Azotado por los escándalos que volvieron a poner al presidente, a su hermana Karina Milei y al jefe de gabinete Manuel Adorni contra las cuerdas, en Casa Rosada piensan la estrategia para salir del rincón y volver a tomar el centro del ring del debate público. La conmemoración de un nuevo aniversario del comienzo de la dictadura más sangrienta de la historia argentina es la excusa ideal que tendrá el Gobierno libertario para volver a tomar las riendas de las discusiones.

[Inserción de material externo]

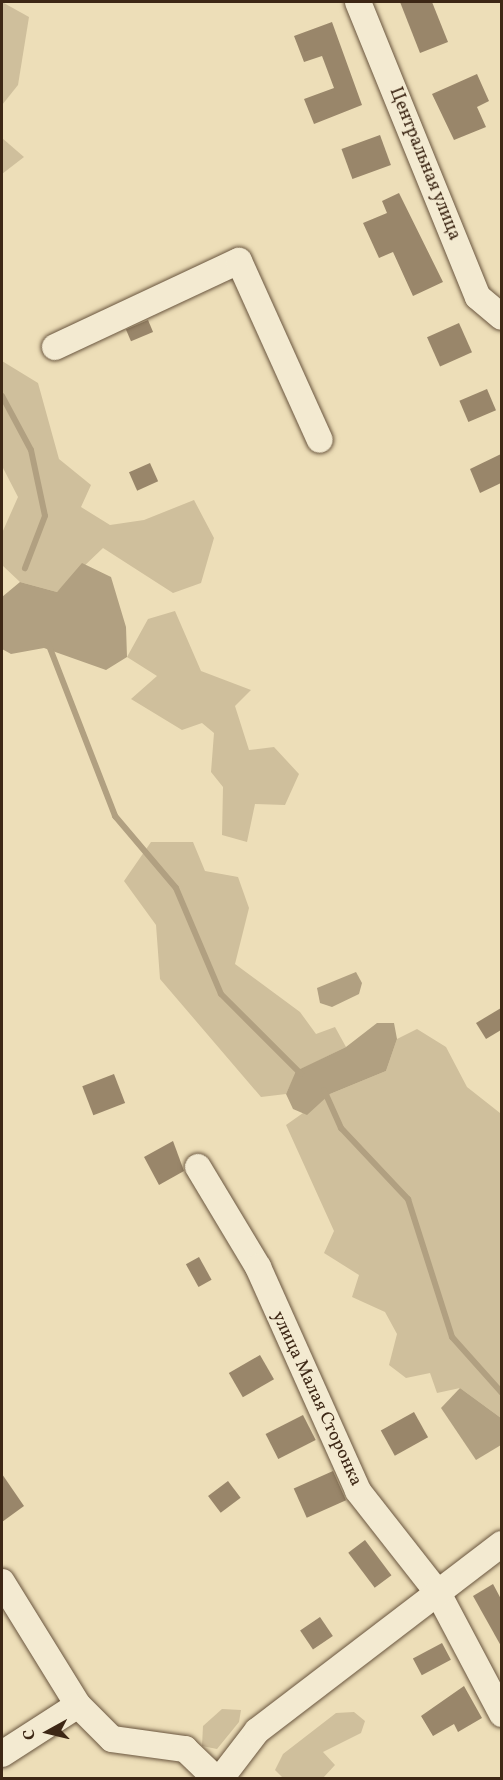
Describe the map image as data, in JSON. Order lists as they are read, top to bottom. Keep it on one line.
{"streets":{"street":["Центральная улица","улица Малая Сторонка"]},"north":"left"}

Cabe recordar que en los últimos años, desde Casa Rosada se expresaron mediante videos difundidos en redes sociales, el hábitat preferido de La Libertad Avanza para dar la batalla cultural. Tanto en 2024 como en 2025, el Gobierno hizo foco en lo que denominan "la historia completa", a la vez que niegan la cifra de 30.000 desaparecidos. Con los casos de Libra, Andis y los recientes descubrimientos sobre los gastos exorbitantes de Manuel Adorni zumbando en los oídos de la cúpula gubernamental, y con la multitudinaria concentración que los organismos de Derechos Humanos encabezarán en Plaza de Mayo, al Gobierno no le queda otra que salir con los tapones de punta.
El indulto a los genocidas, siempre latente en la cabeza de Javier Milei
Los casi 1200 condenados por crímenes de lesa humanidad durante los años que duró la dictadura en Argentina se entusiasman con la idea de un indulto presidencial. El presidente no ve con malos ojos esa posibilidad, y anunciarlo justo el 24 de marzo podría ser el golpe de timón que necesita el Gobierno para salir, al menos por unos días, de la encerrona en que se encuentra por los casos de corrupción, mientras la economía se va a pique y los datos del desempleo contradicen a Milei, quien repite que sacó a millones de la pobreza, con malabares lingüísticos y matemáticos difíciles de entender para los ciudadanos de a pie.
La maniobra, sin embargo, sería una jugada por demás riesgosa para el ya debilitado gobierno libertario. El grito de Nunca Más que la sociedad argentina estampó en la memoria colectiva del país es -aún en tiempos de grieta y polarización extrema- quizá, el único tema en el que hay consenso casi total. Las movilizaciones de este martes en todo el país, pero principalmente frente a la Casa Rosada, serán prueba de ello. Si la economía -principal sostén del relato oficial- no repunta, arriesgar con un perdón presidencial a los represores podría ser el tiro de gracia para la aventura libertaria.